Tuesday, February 9, 2010

Anger--that tricky-feeling emotion...

When I started this blog I made a deal with myself: I wasn’t going to let my ego try to paint myself pretty. Whatever I posted had to be as authentic in my thoughts and feelings as I could possibly be in that moment.

So, my last few posts seemed to me to be a bit more vehement on the angry side than I truly feel comfortable with expressing, yet when I re-read them they seem quite mild and actually resolved by the time I’m through writing. They are nowhere near as scary as some of the things going through my mind and heart prior to writing it down.

I actually found myself appreciative (shortly after the writing and posting) of the people in the Census Bureau playing my “bad guys” roles so I could finally come out of hiding and express to the world who I am and what I’m really all about—just being myself.

One of the most troubling emotions for me to feel has been ANGER--I don't like how I am, how I look, the feeling like a victim that invariably seems to accompany it, or the pain of it. And I spent so much of my life trying to "handle it." I eventually discovered that the key to moving it out of my being for good was to simply allow myself to FEEL it.
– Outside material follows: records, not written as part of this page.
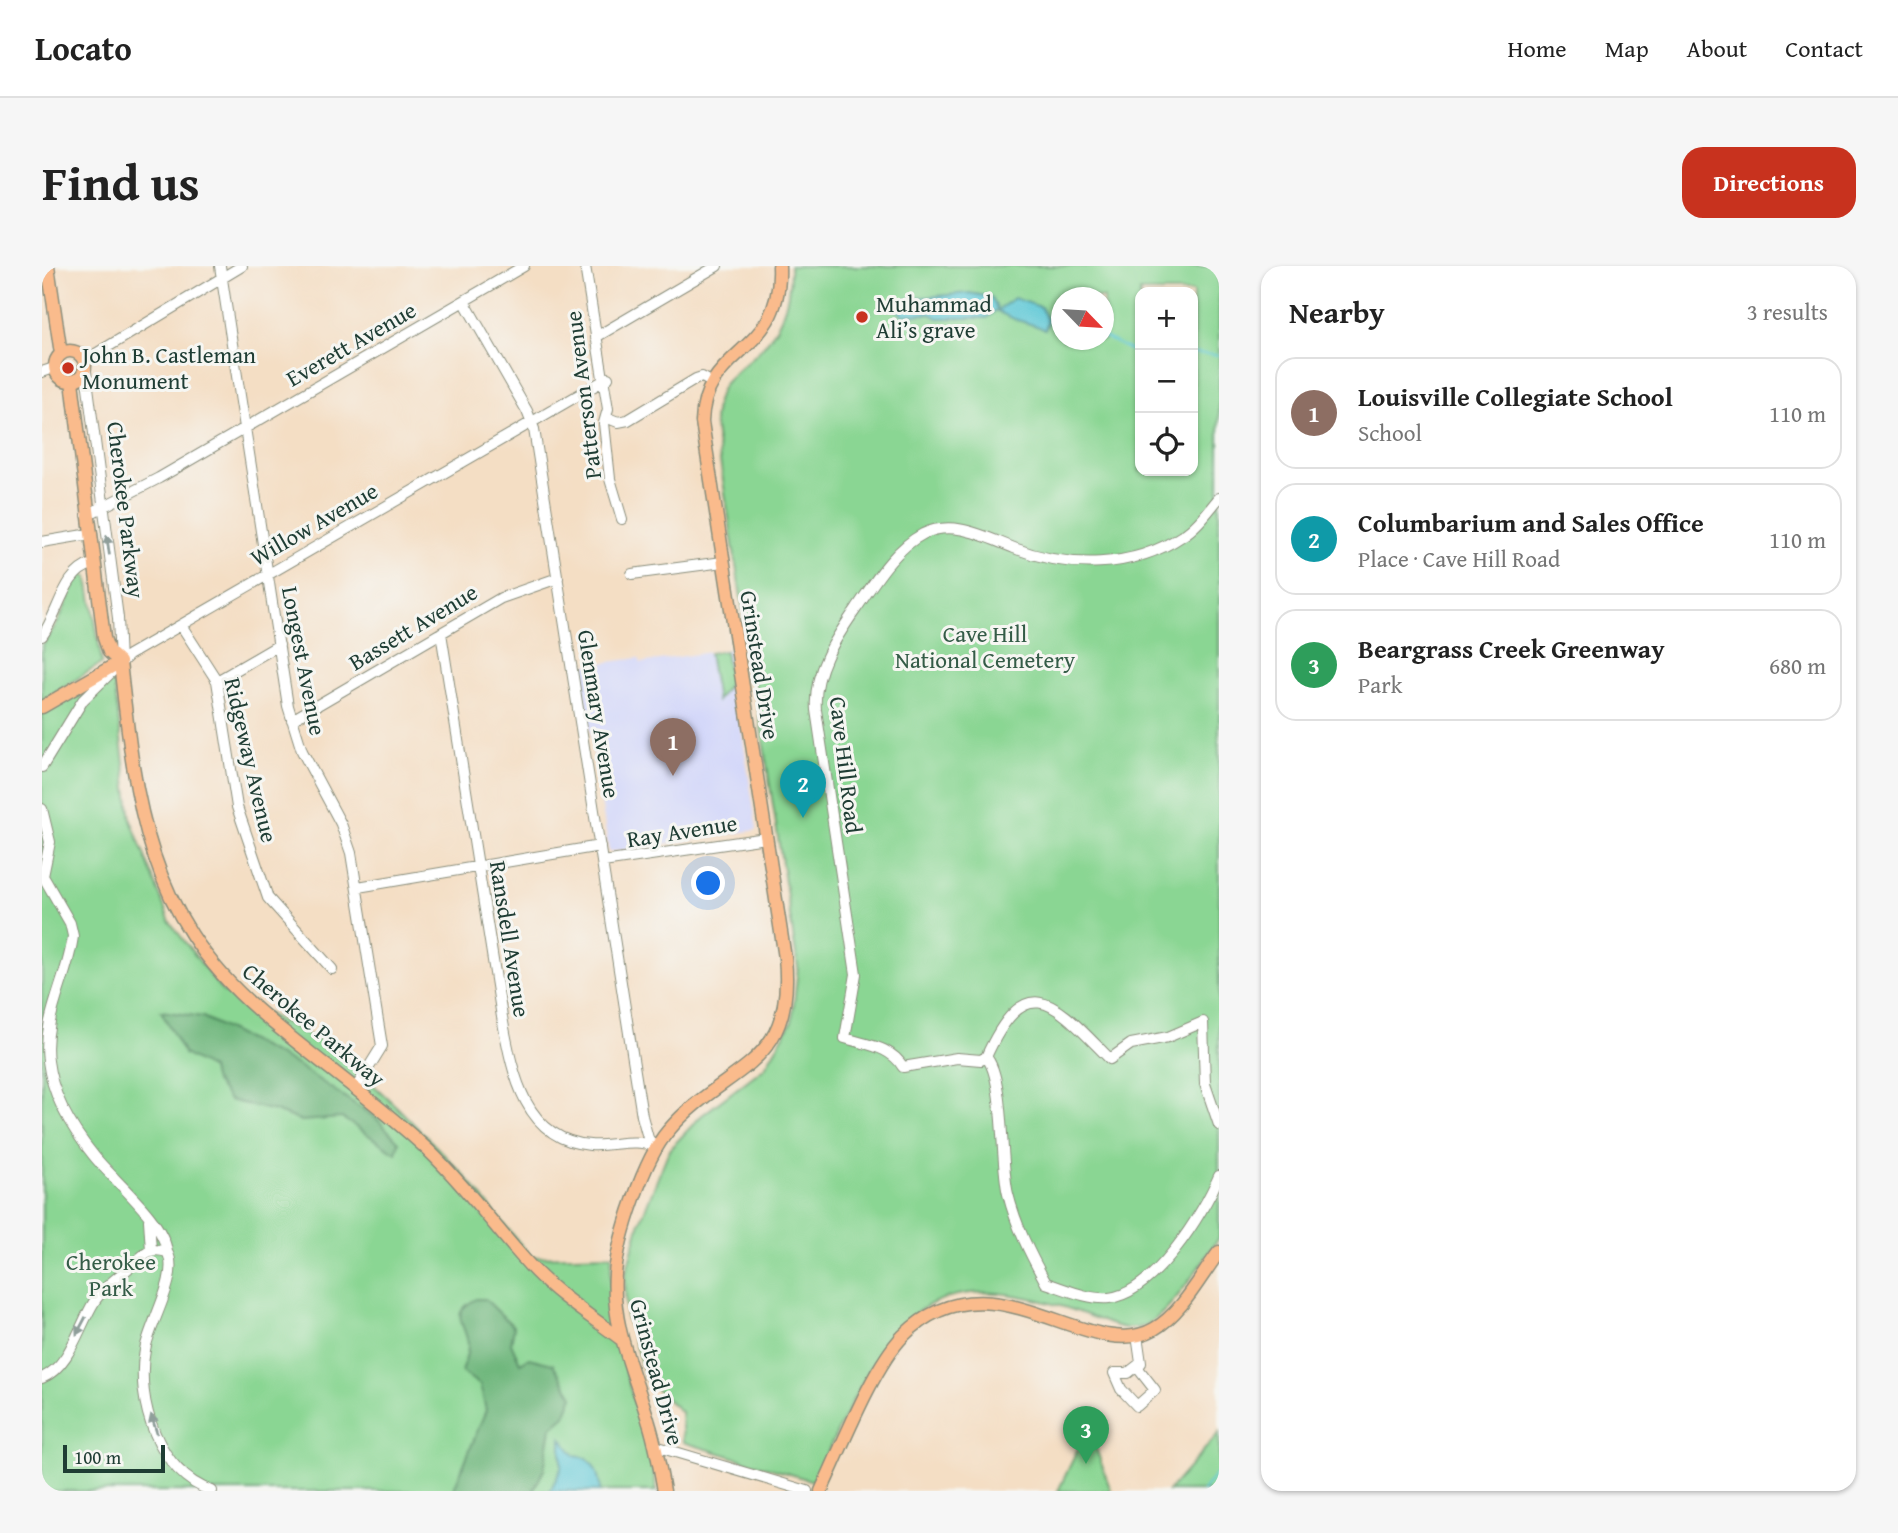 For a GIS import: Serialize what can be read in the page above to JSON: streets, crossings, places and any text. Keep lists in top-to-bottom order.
{
  "streets": {
    "main road": ["Cherokee Parkway", "Willow Avenue", "Grinstead Drive"],
    "street": [
      "Everett Avenue",
      "Patterson Avenue",
      "Bassett Avenue",
      "Longest Avenue",
      "Glenmary Avenue",
      "Ridgeway Avenue",
      "Cave Hill Road",
      "Ray Avenue",
      "Ransdell Avenue"
    ]
  },
  "crossings": [
    ["Everett Avenue", "Cherokee Parkway"],
    ["Everett Avenue", "Longest Avenue"],
    ["Everett Avenue", "Glenmary Avenue"],
    ["Patterson Avenue", "Willow Avenue"],
    ["Cherokee Parkway", "Willow Avenue"],
    ["Cherokee Parkway", "Longest Avenue"],
    ["Cherokee Parkway", "Grinstead Drive"],
    ["Willow Avenue", "Longest Avenue"],
    ["Willow Avenue", "Glenmary Avenue"],
    ["Willow Avenue", "Ridgeway Avenue"],
    ["Bassett Avenue", "Longest Avenue"],
    ["Bassett Avenue", "Glenmary Avenue"],
    ["Bassett Avenue", "Ransdell Avenue"],
    ["Longest Avenue", "Ray Avenue"],
    ["Grinstead Drive", "Glenmary Avenue"],
    ["Grinstead Drive", "Ray Avenue"],
    ["Grinstead Drive", "Ransdell Avenue"],
    ["Glenmary Avenue", "Ray Avenue"],
    ["Glenmary Avenue", "Ransdell Avenue"],
    ["Ray Avenue", "Ransdell Avenue"]
  ],
  "parks": ["Cave Hill National Cemetery", "Cherokee Park"],
  "places": ["Muhammad Ali’s grave", "John B. Castleman Monument"],
  "scale_bar": "100 m",
  "north": "bottom right",
  "page": {
    "header": "Locato",
    "nav": [
      "Home",
      "Map",
      "About",
      "Contact"
    ],
    "title": "Find us",
    "buttons": "Directions",
    "heading": ["Nearby", "3 results"],
    "map_buttons": ["+", "−"],
    "list": [
      {
        "mark": "1",
        "name": "Louisville Collegiate School",
        "note": "School",
        "value": "110 m"
      },
      {
        "mark": "2",
        "name": "Columbarium and Sales Office",
        "note": "Place · Cave Hill Road",
        "value": "110 m"
      },
      {
        "mark": "3",
        "name": "Beargrass Creek Greenway",
        "note": "Park",
        "value": "680 m"
      }
    ],
    "pins": ["1", "2", "3"],
    "scale": "100 m"
  }
}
But the hardest ones to allow myself to feel it with were those I loved the deepest--and often they had already left the planet.

Case in point: When my dad left my mom at the hospital, she told him out loud that she loved him. He didn't say it back in that moment and he beat on himself for it afterward because he didn't get another chance--it was the first thing he told me when I walked in the door into his arms that afternoon.

My mom very much played the gentle, yet strong, supporting woman behind the man--I so wanted to be just like her. She saw the things within my dad that he struggled with--she and I talked a lot--and one of Dad's greatest challenges was to see himself as worthy. He couldn't give enough of himself, sacrifice enough of himself, to ever be good enough. And because of that, he often took the "angel that he married" for granted, and a few times he was verbally cruel to her when I was present.

You know, those arguments that take place between married people when people just lash out like cornered wild animals fighting for survival. I, being married myself, of course, have done that exact same thing. Words just explode out of you and there is no taking them back so you just add a bit more shame to the old back-pack.

That was the hardest thing for me to feel--an adored, beloved one hurting another adored, beloved one. That one always got placed on the back burner—just didn’t know what to do with it.

I didn't observe my mom--maybe I just didn't see it out a sense of shock--telling Dad in those moments how painful the things he said were to her. She just seemed to take it, and then move on.

Then, when she died, I felt and watched my Dad try to go forward without her. He really tried, even tried dating another woman--but she wasn't able to fill that void left by his beloved Leona. I tried to pick him up, support him, be strong for him--but I knew even then that I was never going to be able to fill that void either. I had a father who was in so much pain and heart-suffering--and it was impossible for me to fix, and I knew it. So I watched it, took on a good portion of his pain, guilt, suffering through empathy, and made it my own.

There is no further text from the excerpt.